Pairing sterile insect technique with machine learning technology to reduce the impact of mosquito-borne diseases globally
What is Debug?
Bad mosquitoes spread disease. Good mosquitoes can stop them. Debug is a group of Verily scientists and engineers developing technology to rear and release sterile mosquitoes to reduce the ones that can carry disease.

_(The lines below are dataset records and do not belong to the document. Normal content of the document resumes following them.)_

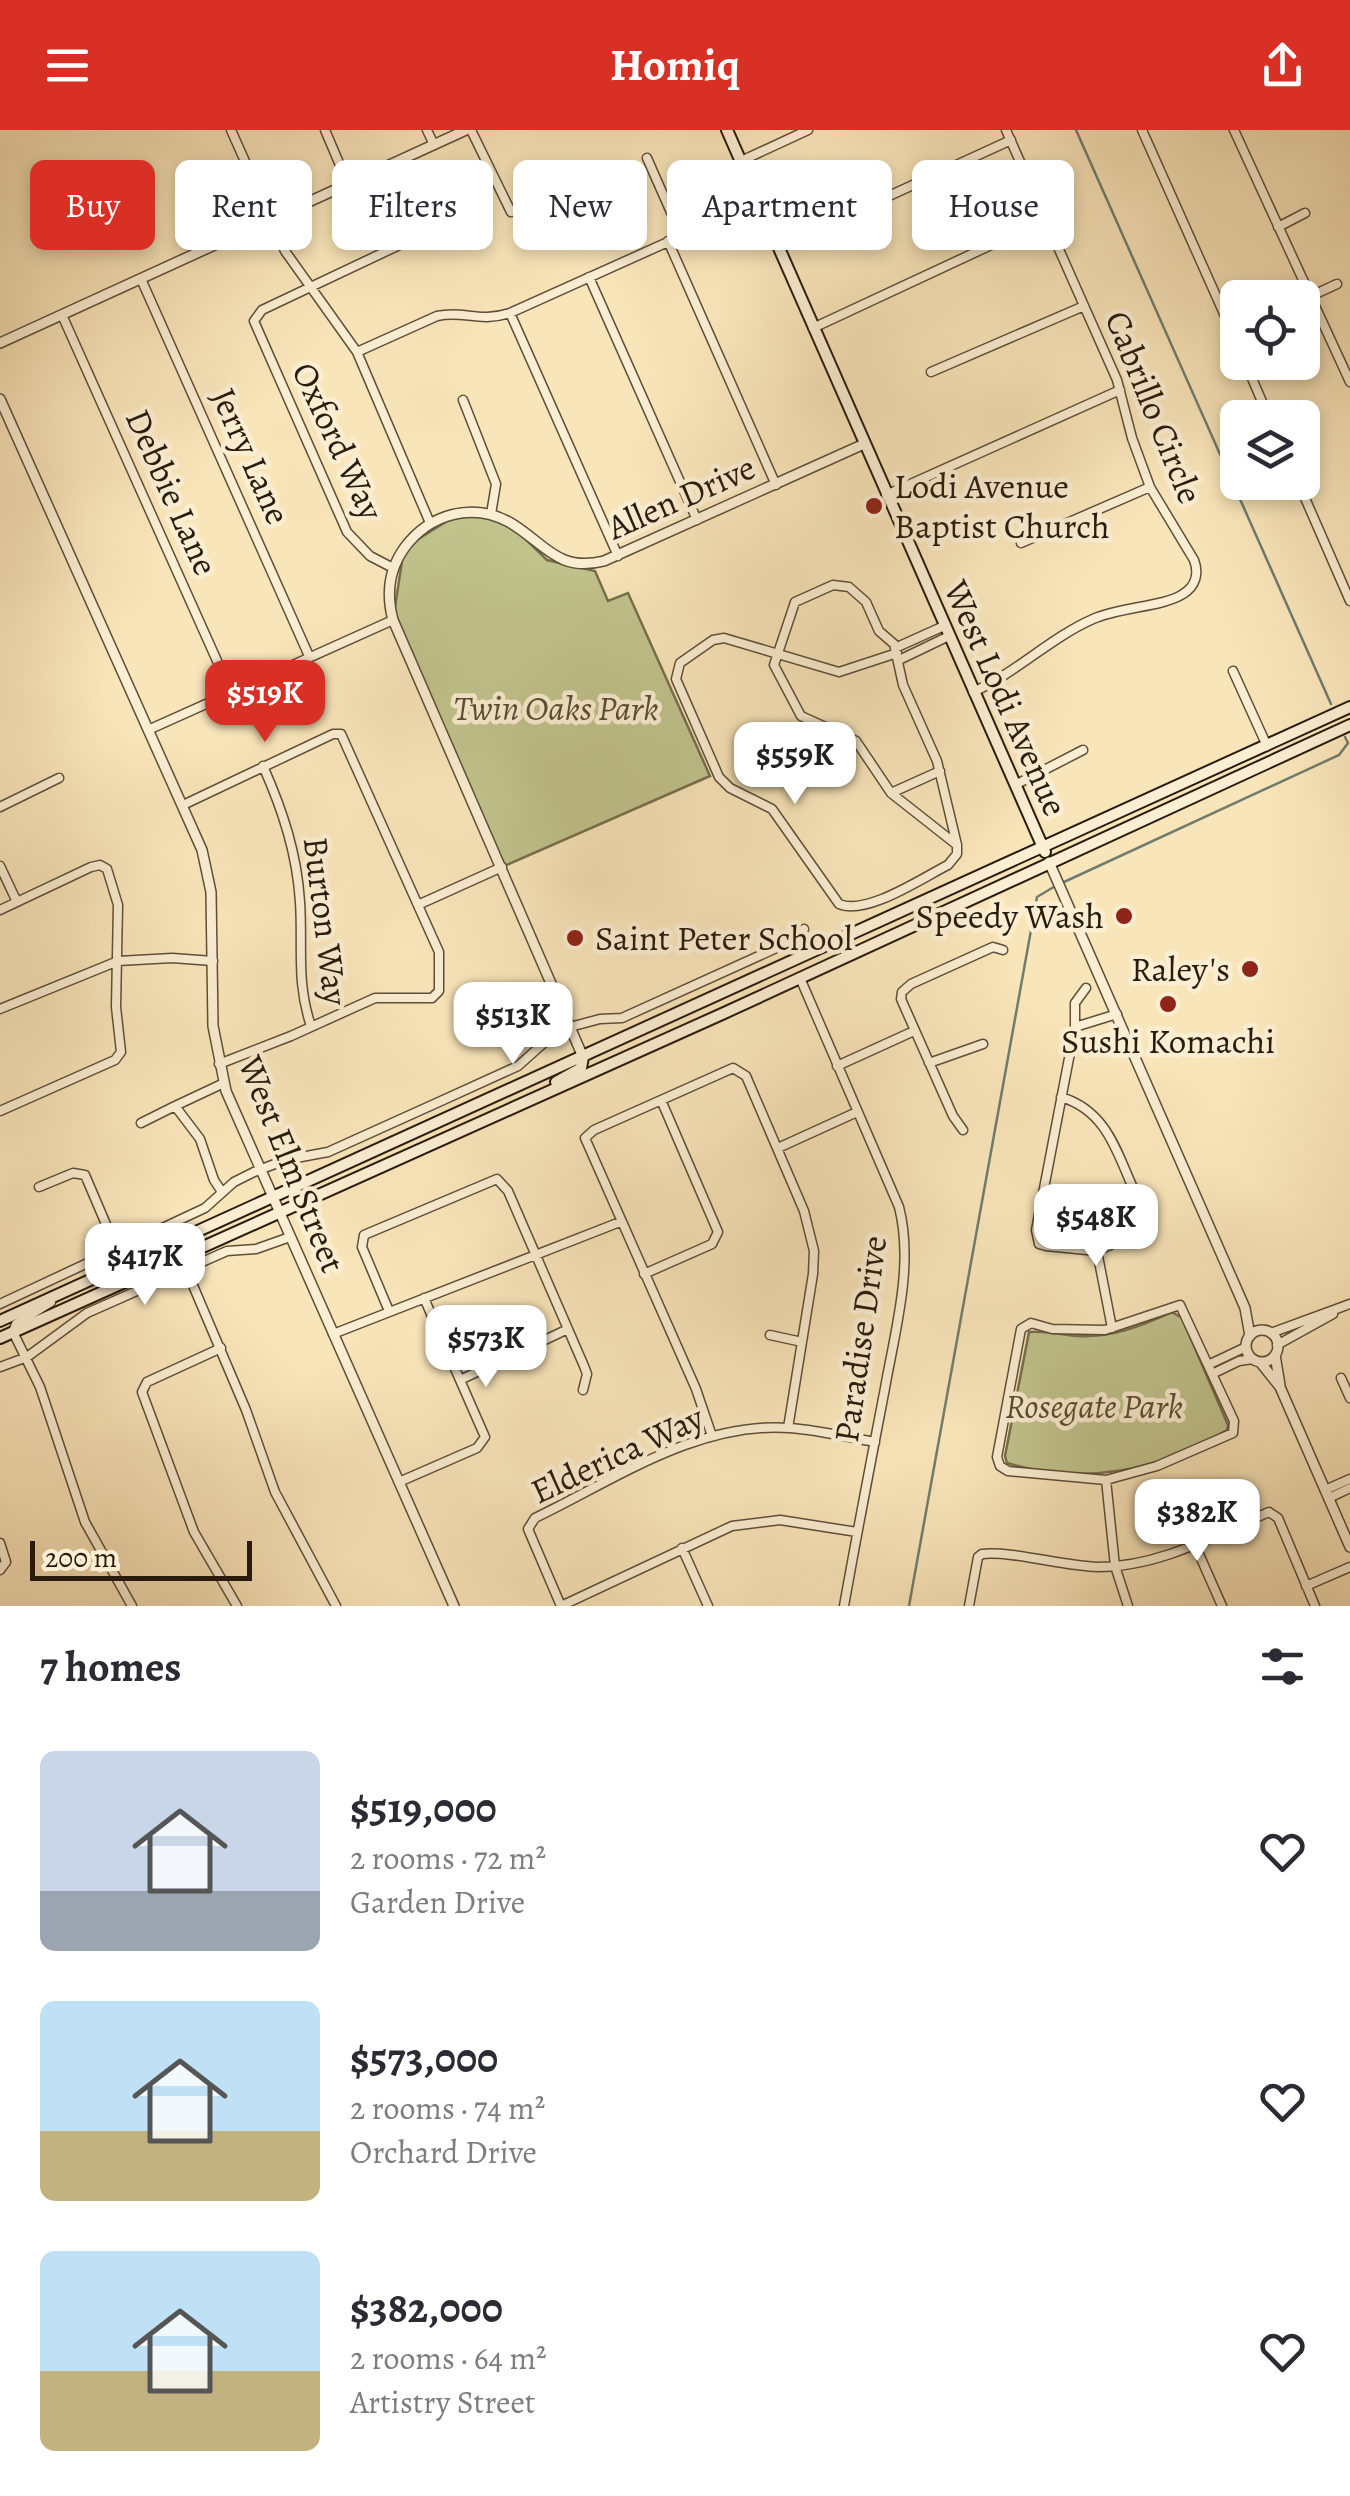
<!DOCTYPE html>
<meta charset="utf-8">
<style>
body{margin:0;font-family:Alegreya,serif;background:#f2f2f3;color:#2b2b33;height:100vh;display:flex;flex-direction:column;font-size:38px;white-space:nowrap}
*{box-sizing:border-box;margin:0}
p{font-size:32px;color:#7c7c81}
.icon{flex:none;width:55px;height:55px;fill:none;stroke:currentColor;stroke-width:2;stroke-linecap:round;stroke-linejoin:round}
.map{position:relative;height:1476px;overflow:hidden}
.side{display:flex;flex-direction:column;background:#fff;flex:1}
.side>*{flex:none}
.hud{position:absolute;left:30px;top:30px;width:1290px;height:90px;display:flex;gap:20px}
.tools{position:absolute;left:1220px;top:150px;display:grid;gap:20px}
.tools a{display:grid;place-items:center;width:100px;height:100px;border-radius:15px;background:#fff;box-shadow:0 5px 15px #0003;font-size:50px}
.scale{position:absolute;left:30px;bottom:25px;width:222px;box-sizing:border-box;padding-left:10px;border:5px solid #2a1b0c;border-top:0;font-size:28px;line-height:35px;white-space:nowrap;color:#2a1b0c;-webkit-text-stroke:8px #fbeed2;paint-order:stroke}
.price{position:absolute;translate:-50% -85px;padding:0 22px;border-radius:20px;background:#fff;color:#222;font-size:32px;line-height:65px;filter:drop-shadow(0 2px 5px #0008)}
.price::after{content:'';position:absolute;left:50%;top:60px;width:30px;height:22px;margin-left:-15px;background:inherit;clip-path:polygon(0 0,100% 0,50% 100%)}
.price.current{background:#d93025;color:#fff}
ul{padding:0;list-style:none}
li{display:flex;align-items:center;gap:30px;height:250px;padding:0 40px}
li span{display:grid;place-items:center;flex:none;width:280px;height:200px;border-radius:15px;color:#555}
li>.icon{margin-inline-start:auto}
span .icon{width:120px;height:120px;fill:#fffc;stroke-width:1}
li b{font-size:42px}
h2{display:flex;justify-content:space-between;align-items:center;height:120px;padding:0 40px;font-size:42px}
.chip{padding:0 35px;border-radius:15px;background:#fff;box-shadow:0 5px 15px #0003;font-size:35px;line-height:90px}
.chip.current{background:#d93025;color:#fff}
header{display:flex;justify-content:space-between;align-items:center;height:130px;padding:0 40px;background:#d93025;color:#fff;font-size:45px;font-weight:700}
.map>svg:first-child{display:block}
.green{fill:#c1c38d;stroke:#766f4c;stroke-width:2.5}
.lines{fill:none;stroke-linecap:round;stroke-linejoin:round}
.stream{stroke:#707d6e;stroke-width:2.5}
.minor-casing{stroke:#5e4e38;stroke-width:11}
.tertiary-casing{stroke:#5e4e38;stroke-width:12}
.secondary-casing{stroke:#2a1b0c;stroke-width:14}
.minor{stroke:#fbeed2;stroke-width:8}
.tertiary{stroke:#fbeed2;stroke-width:9}
.secondary{stroke:#fbeed2;stroke-width:10}
.poi-dot{fill:#8f2418;stroke:#fbeed2;stroke-width:4}
.labels{text-anchor:middle;dominant-baseline:central;stroke-width:9;stroke-linejoin:round;paint-order:stroke}
.street-label{font-size:35px;fill:#2a1b0c;stroke:#fbeed2}
.poi-label{font-size:35px;fill:#2a1b0c;stroke:#fbeed2;text-anchor:start}
.park-label{font-size:35px;font-style:italic;fill:#574d33;stroke:#fbeed2}
</style>
<header><svg class="icon" aria-label="menu" viewBox="0 0 24 24"><path d="M4 6h16M4 12h16M4 18h16"/></svg>Homiq<svg class="icon" aria-label="share" viewBox="0 0 24 24"><path d="M12 15V3M7 8l5-5 5 5M5 13v7h14v-7"/></svg></header>
<div class="map">
<svg width="1350" height="1476" viewBox="0 0 1350 1476">
<rect width="100%" height="100%" fill="#f9e5ba"/>
<filter id="stains"><feTurbulence type="fractalNoise" baseFrequency=".002" numOctaves="4"/><feColorMatrix values="0 0 0 0 .2 0 0 0 0 .09 0 0 0 0 .02 0 0 0 .5 -.17"/></filter>
<radialGradient id="worn" r=".72"><stop offset=".6" stop-color="#630" stop-opacity="0"/><stop offset="1" stop-color="#630" stop-opacity=".3"/></radialGradient>
<path class="green" d="M 460,383 L 508,392 L 547,430 L 595,441 L 608,471 L 628,463 L 710,646 L 502,737 L 393,490 L 404,418 Z
M 1172,1182 L 1182,1188 L 1228,1295 L 1227,1300 C 1159,1341 1084,1356 1007,1333 L 1005,1326 L 1029,1202 C 1044,1200 1061,1205 1077,1206 C 1111,1208 1141,1196 1172,1182 Z"/>
<g class="lines">
<path class="stream" d="M 1076,0 L 1331,574
M 1064,752 L 1339,625 L 1348,613 L 1345,607
M 909,1476 L 1037,767 L 1057,755"/>
<defs>
<path id="minor" d="M 231,0 L 285,121 L 357,222 L 430,393
M 325,0 L 348,54
M 427,0 L 434,15
M 471,0 L 511,82 L 570,57
M 1142,0 L 1238,215
M 1234,0 L 1350,252
M 647,28 L 681,105
M 741,31 L 808,0
M 854,82 L 1011,10
M 1278,97 L 1305,83
M 668,111 L 776,355
M 589,147 L 697,390
M 141,149 L 309,526
M 1311,166 L 1337,154
M 1272,168 L 1305,153
M 510,183 L 618,426
M 62,185 L 231,562
M 813,198 L 1004,109 L 1048,93
M 357,222 L 437,186 C 465,180 478,193 510,183 L 759,71
M 1245,232 L 1269,288
M 931,242 L 1084,176
M 463,270 L 496,354 L 491,384
M 1298,352 L 1350,471
M 886,365 L 1120,260
M 1021,413 L 1150,357
M 393,438 L 370,426 L 347,402 L 254,191 L 262,180 L 429,101
M 895,518 L 944,496
M 897,523 L 839,542 L 724,508 L 713,510 L 680,533 L 676,549 L 719,647 L 730,658 L 772,679 L 839,774 C 866,786 922,748 948,735 L 957,724 L 957,715 L 937,631 L 903,555 L 894,514 L 879,501 L 866,472 L 849,457 L 833,455 L 795,472 L 774,535 L 801,586 L 856,611 L 891,663 L 957,715
M 899,530 L 949,506
M 1233,541 L 1267,616
M 973,562 C 1016,543 1050,508 1093,489 C 1119,477 1163,477 1183,464 C 1196,456 1199,443 1194,430 L 1150,357 L 1132,308 L 1117,250 L 1006,0
M 148,600 L 393,490
M 263,636 C 283,681 297,724 300,772 C 303,817 296,852 311,896
M 1015,655 L 1083,620
M 891,663 L 940,641
M 183,675 L 333,604 L 341,604 L 439,822 L 439,861 L 432,868 L 375,868 L 291,906 L 219,934
M 0,677 L 59,648
M 0,736 L 17,772
M 420,774 L 502,737
M 0,780 L 91,737 L 100,735 L 107,739 L 118,775 L 116,877 L 121,922 L 115,930 L 0,981
M 800,848 L 899,1077 C 914,1135 895,1201 885,1258 C 871,1331 857,1403 844,1476
M 0,879 L 118,831 L 172,828 L 213,831
M 1075,897 L 1117,884
M 929,933 L 983,914
M 837,936 L 914,901
M 1061,967 C 1117,984 1119,1041 1147,1085 L 1146,1099 L 1097,1121 L 1046,1116 L 1039,1114 L 1036,1100 L 1075,897 L 1075,873 L 1086,858
M 175,976 L 224,953
M 141,993 L 175,976 L 200,1009 L 214,1050 L 222,1062
M 963,1000 L 953,986 L 901,869 L 902,862 L 911,854 L 993,817 L 1003,820
M 778,1018 L 857,982
M 39,1057 L 73,1043 L 85,1045 L 117,1120
M 1097,1121 L 1112,1198
M 186,1139 L 246,1280 L 275,1362 L 336,1476
M 644,1144 L 712,1114 L 718,1102 L 661,970
M 51,1172 L 16,1194 L 13,1202 L 40,1257 L 85,1392 L 132,1476
M 0,1174 L 205,1078 L 234,1052 L 254,1042 L 285,1030 L 328,1022 L 441,971 L 518,936 L 546,911 L 570,897 L 600,889 L 622,888 L 794,810 L 804,799
M 1180,1175 L 1234,1291 L 1233,1303 L 1157,1336 L 1106,1350 L 1008,1341 L 1000,1336 L 997,1327 L 1021,1199 L 1031,1193 L 1052,1199 L 1105,1200 Z
M 389,1181 L 362,1117 L 364,1105 L 497,1049 L 508,1061 L 584,1236 L 587,1244 L 583,1260
M 1271,1203 L 1350,1174
M 333,1204 L 620,1092
M 770,1205 L 802,1212
M 1277,1215 L 1333,1184
M 221,1218 L 147,1252 L 142,1262 L 194,1402 L 237,1476
M 1208,1235 L 1246,1217
M 0,1237 L 27,1227 L 87,1183 L 227,1121 L 256,1119 L 290,1107
M 1212,1244 L 1239,1231 L 1253,1229
M 1341,1248 L 1350,1268
M 460,1250 L 568,1199
M 712,1306 L 696,1259 L 585,1008 L 594,1000 L 733,938 L 746,946 L 804,1081 L 814,1121 L 813,1144 L 788,1298
M 1106,1350 L 1115,1436 L 1128,1476
M 399,1352 L 477,1318 L 485,1307 L 424,1168
M 1325,1360 L 1350,1349
M 1329,1368 L 1350,1358
M 857,1402 L 780,1390 L 732,1396 L 561,1476 L 528,1399 L 535,1388 C 614,1350 698,1291 790,1298 C 818,1300 847,1307 875,1312
M 0,1413 L 6,1432 L 0,1440
M 1195,1415 L 1222,1476
M 682,1418 L 708,1476
M 1306,1456 L 1350,1437
M 969,1476 L 978,1427 L 982,1424 C 1014,1421 1062,1436 1098,1437 C 1160,1437 1215,1405 1269,1382 L 1278,1388 L 1315,1476"/>
<path id="tertiary" d="M 0,213 L 466,0
M 0,269 L 202,720 L 211,762 L 213,896 L 226,961 L 454,1476
M 1049,732 L 1245,1178 L 1250,1206
M 583,927 L 393,490 C 386,464 389,439 405,417 C 430,384 472,372 509,392 C 544,412 557,443 604,431 L 864,314
M1246 1216a16 16 0 1 1 32 0a16 16 0 1 1-32 0Z
M 1275,1225 L 1280,1255
M 1260,1232 L 1280,1257 L 1350,1417"/>
<path id="secondary" d="M 727,0 L 1045,722
M 556,952 L 581,938 L 583,927
M 0,1191 L 1350,577
M 0,1208 L 722,884 L 1350,595"/>
</defs>
<use href="#minor" class="minor-casing"/>
<use href="#tertiary" class="tertiary-casing"/>
<use href="#secondary" class="secondary-casing"/>
<use href="#minor" class="minor"/>
<use href="#tertiary" class="tertiary"/>
<use href="#secondary" class="secondary"/>
</g>
<g class="poi-dot">
<circle cx="874" cy="376" r="10"/>
<circle cx="1124" cy="786" r="10"/>
<circle cx="575" cy="808" r="10"/>
<circle cx="1250" cy="839" r="10"/>
<circle cx="1168" cy="874" r="10"/>
</g>
<g class="labels">
<g class="street-label">
<text transform="translate(1154 277) rotate(68)">Cabrillo Circle</text>
<text transform="translate(338 311) rotate(65)">Oxford Way</text>
<text transform="translate(251 326) rotate(66)">Jerry Lane</text>
<text transform="translate(172 362) rotate(66)">Debbie Lane</text>
<text transform="translate(681 367) rotate(-24)">Allen Drive</text>
<text transform="translate(1006 568) rotate(66)">West Lodi Avenue</text>
<text transform="translate(326 791) rotate(83)">Burton Way</text>
<text transform="translate(292 1034) rotate(68)">West Elm Street</text>
<text transform="translate(860 1209) rotate(-82)">Paradise Drive</text>
<text transform="translate(617 1324) rotate(-25)">Elderica Way</text>
</g>
<g class="poi-label">
<text x="894" y="356">Lodi Avenue<tspan x="894" dy="40">Baptist Church</tspan></text>
<text x="1104" y="786" text-anchor="end">Speedy Wash</text>
<text x="595" y="808">Saint Peter School</text>
<text x="1230" y="839" text-anchor="end">Raley's</text>
<text x="1168" y="911" text-anchor="middle">Sushi Komachi</text>
</g>
<g class="park-label">
<text x="556" y="578">Twin Oaks Park</text>
<text x="1094" y="1276">Rosegate Park</text>
</g>
</g>
<rect width="100%" height="100%" filter="url(#stains)"/>
<rect width="100%" height="100%" fill="url(#worn)"/>
</svg>
<div class="tools">
<a><svg class="icon" aria-label="locate" viewBox="0 0 24 24"><circle cx="12" cy="12" r="6"/><path d="M12 2v4M12 18v4M2 12h4M18 12h4"/></svg></a>
<a><svg class="icon" aria-label="layers" viewBox="0 0 24 24"><path d="M12 4l9 5-9 5-9-5zM3 14l9 5 9-5"/></svg></a>
</div>
<div class="scale">200 m</div>
<b class="price current" style="left:265px;top:615px">$519K</b>
<b class="price" style="left:795px;top:677px">$559K</b>
<b class="price" style="left:513px;top:937px">$513K</b>
<b class="price" style="left:1096px;top:1139px">$548K</b>
<b class="price" style="left:145px;top:1178px">$417K</b>
<b class="price" style="left:486px;top:1260px">$573K</b>
<b class="price" style="left:1197px;top:1434px">$382K</b>
<div class="hud">
<a class="chip current">Buy</a>
<a class="chip">Rent</a>
<a class="chip">Filters</a>
<a class="chip">New</a>
<a class="chip">Apartment</a>
<a class="chip">House</a>
</div>
</div>
<section class="side">
<h2>7 homes<svg class="icon" aria-label="filters" viewBox="0 0 24 24"><path d="M4 7h16M4 17h16"/><circle cx="9" cy="7" r="2"/><circle cx="15" cy="17" r="2"/></svg></h2>
<ul>
<li><span style="background:linear-gradient(#c9d6e8 70%,#9aa5b1 0)"><svg class="icon" aria-label="home" viewBox="0 0 24 24"><path d="M3 11l9-7 9 7M6 9v11h12V9"/></svg></span><div><b>$519,000</b><p>2 rooms · 72 m²</p><p>Garden Drive</p></div><svg class="icon" aria-label="heart" viewBox="0 0 24 24"><path d="M12 20l-8-8c-3-5 5-10 8-4 3-6 11-1 8 4z"/></svg></li>
<li><span style="background:linear-gradient(#bfe0f5 65%,#c2b280 0)"><svg class="icon" aria-label="home" viewBox="0 0 24 24"><path d="M3 11l9-7 9 7M6 9v11h12V9"/></svg></span><div><b>$573,000</b><p>2 rooms · 74 m²</p><p>Orchard Drive</p></div><svg class="icon" aria-label="heart" viewBox="0 0 24 24"><path d="M12 20l-8-8c-3-5 5-10 8-4 3-6 11-1 8 4z"/></svg></li>
<li><span style="background:linear-gradient(#bfe0f5 60%,#c2b280 0)"><svg class="icon" aria-label="home" viewBox="0 0 24 24"><path d="M3 11l9-7 9 7M6 9v11h12V9"/></svg></span><div><b>$382,000</b><p>2 rooms · 64 m²</p><p>Artistry Street</p></div><svg class="icon" aria-label="heart" viewBox="0 0 24 24"><path d="M12 20l-8-8c-3-5 5-10 8-4 3-6 11-1 8 4z"/></svg></li>
</ul>
</section>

How are you making it happen?
We’re combining Verily’s scientific and engineering expertise with the help of international partners to rear and release sterile male mosquitoes, which do not bite or breed, with the goal of stopping the spread of mosquitoes that carry disease. This approach is called the sterile insect technique (SIT), and our chosen method uses mosquitoes that have a naturally-occurring bacterium called Wolbachia. When our male mosquitoes mate with wild female mosquitoes that don’t have Wolbachia, their eggs do not hatch. SIT is species specific, and our program targets the Aedes aegypti mosquito, which can spread dengue, Zika and other diseases. Our team has developed new technologies that combine sensors, algorithms and novel engineering to raise millions of sterile mosquitoes, and quickly and accurately sort them for release in the wild. We’re also building software and monitoring tools to guide mosquito releases and new sensors, traps and software to better determine which areas need to be treated and re-treated. We have seen promising results from our field trials, and our work has been published in Nature Biotechnology.
Forty percent of the world is at risk of contracting a disease spread by Aedes aegypti. We’re partnering closely with scientists, communities, and governments as we bring our technology to more areas to reduce the impact of these mosquitoes on the global population.